How do you calculate thermal management?

To calculate thermal management, assess the heat generated by components and the required cooling capacity. Begin by determining the thermal resistance of materials and calculate heat transfer using conduction, convection, and radiation formulas. Factor in ambient temperature and desired operating temperatures to ensure efficient heat dissipation. Use this data to select effective thermal management solutions that meet performance requirements.

What is the basic thermal process?

The basic thermal process involves transferring heat through conduction, convection, and radiation. Conduction transfers heat through solid materials, convection moves heat through fluids, and radiation transfers heat through electromagnetic waves. Together, these processes regulate temperature and maintain efficient thermal management in systems.

What are the different types of thermal control?

Thermal control includes active cooling, passive cooling, and thermal insulation. Active cooling systems, such as fans and refrigeration units, remove heat from components. Passive cooling relies on natural heat dissipation using materials like heat sinks and thermal spreaders. Thermal insulation minimizes heat transfer, protecting sensitive components from temperature fluctuations. Each type plays a vital role in maintaining optimal operating conditions for various applications.

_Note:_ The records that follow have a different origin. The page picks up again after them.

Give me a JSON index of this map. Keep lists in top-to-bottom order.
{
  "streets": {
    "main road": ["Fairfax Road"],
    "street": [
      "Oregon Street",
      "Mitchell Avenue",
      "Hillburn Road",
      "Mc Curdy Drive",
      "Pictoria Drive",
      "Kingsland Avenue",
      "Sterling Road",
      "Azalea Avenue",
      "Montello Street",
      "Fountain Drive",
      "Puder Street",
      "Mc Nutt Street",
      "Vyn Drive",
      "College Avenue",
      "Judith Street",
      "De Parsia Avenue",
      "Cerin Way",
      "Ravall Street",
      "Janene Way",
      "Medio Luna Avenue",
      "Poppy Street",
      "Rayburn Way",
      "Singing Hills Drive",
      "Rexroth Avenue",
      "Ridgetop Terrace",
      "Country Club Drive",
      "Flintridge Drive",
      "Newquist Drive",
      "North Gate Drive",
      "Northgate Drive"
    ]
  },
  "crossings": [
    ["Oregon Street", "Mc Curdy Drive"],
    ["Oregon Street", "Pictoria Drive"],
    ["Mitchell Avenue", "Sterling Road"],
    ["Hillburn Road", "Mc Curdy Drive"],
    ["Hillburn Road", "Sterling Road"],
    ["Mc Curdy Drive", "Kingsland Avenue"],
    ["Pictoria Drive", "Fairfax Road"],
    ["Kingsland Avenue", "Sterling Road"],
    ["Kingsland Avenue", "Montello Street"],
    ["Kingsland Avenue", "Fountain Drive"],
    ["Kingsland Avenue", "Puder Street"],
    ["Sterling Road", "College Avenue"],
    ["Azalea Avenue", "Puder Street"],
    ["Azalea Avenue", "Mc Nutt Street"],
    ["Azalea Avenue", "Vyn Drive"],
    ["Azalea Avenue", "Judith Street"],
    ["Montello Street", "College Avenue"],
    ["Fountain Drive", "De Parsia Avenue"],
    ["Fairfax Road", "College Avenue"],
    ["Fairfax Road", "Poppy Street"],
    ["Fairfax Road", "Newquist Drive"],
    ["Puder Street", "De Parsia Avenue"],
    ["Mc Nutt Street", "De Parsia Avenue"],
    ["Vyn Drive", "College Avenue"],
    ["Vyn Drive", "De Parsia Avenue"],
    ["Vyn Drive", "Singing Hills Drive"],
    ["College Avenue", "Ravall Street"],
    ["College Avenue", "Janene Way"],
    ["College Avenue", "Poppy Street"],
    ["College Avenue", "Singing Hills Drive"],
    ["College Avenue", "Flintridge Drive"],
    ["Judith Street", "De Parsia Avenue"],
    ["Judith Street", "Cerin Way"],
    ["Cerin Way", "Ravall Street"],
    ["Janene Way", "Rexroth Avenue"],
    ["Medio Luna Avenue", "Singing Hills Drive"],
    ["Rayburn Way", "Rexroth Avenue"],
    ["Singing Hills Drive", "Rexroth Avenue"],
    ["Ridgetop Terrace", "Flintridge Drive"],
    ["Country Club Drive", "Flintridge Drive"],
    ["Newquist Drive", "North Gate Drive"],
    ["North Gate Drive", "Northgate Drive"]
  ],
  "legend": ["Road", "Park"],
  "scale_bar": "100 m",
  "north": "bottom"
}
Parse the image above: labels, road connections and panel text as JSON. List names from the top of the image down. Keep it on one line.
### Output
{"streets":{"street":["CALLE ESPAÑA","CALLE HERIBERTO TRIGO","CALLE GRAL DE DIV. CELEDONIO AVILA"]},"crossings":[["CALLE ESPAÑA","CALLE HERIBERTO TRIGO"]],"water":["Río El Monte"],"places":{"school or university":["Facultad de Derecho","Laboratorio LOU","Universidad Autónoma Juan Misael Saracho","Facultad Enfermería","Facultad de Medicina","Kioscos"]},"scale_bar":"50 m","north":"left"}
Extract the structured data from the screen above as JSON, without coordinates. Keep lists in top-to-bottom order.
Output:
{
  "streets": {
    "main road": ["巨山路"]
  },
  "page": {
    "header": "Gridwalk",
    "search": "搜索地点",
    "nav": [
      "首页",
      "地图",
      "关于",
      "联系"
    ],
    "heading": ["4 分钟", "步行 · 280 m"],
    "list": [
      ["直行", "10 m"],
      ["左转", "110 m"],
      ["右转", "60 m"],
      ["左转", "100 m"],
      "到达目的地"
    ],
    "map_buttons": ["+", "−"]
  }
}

What is thermal management in space?

Thermal management in space controls temperatures of spacecraft and satellite systems to ensure optimal performance in extreme environments. It employs insulation, radiators, and active thermal control systems to manage heat from onboard equipment and solar radiation. Effective thermal management prevents overheating and ensures reliable operation of sensitive components throughout the mission.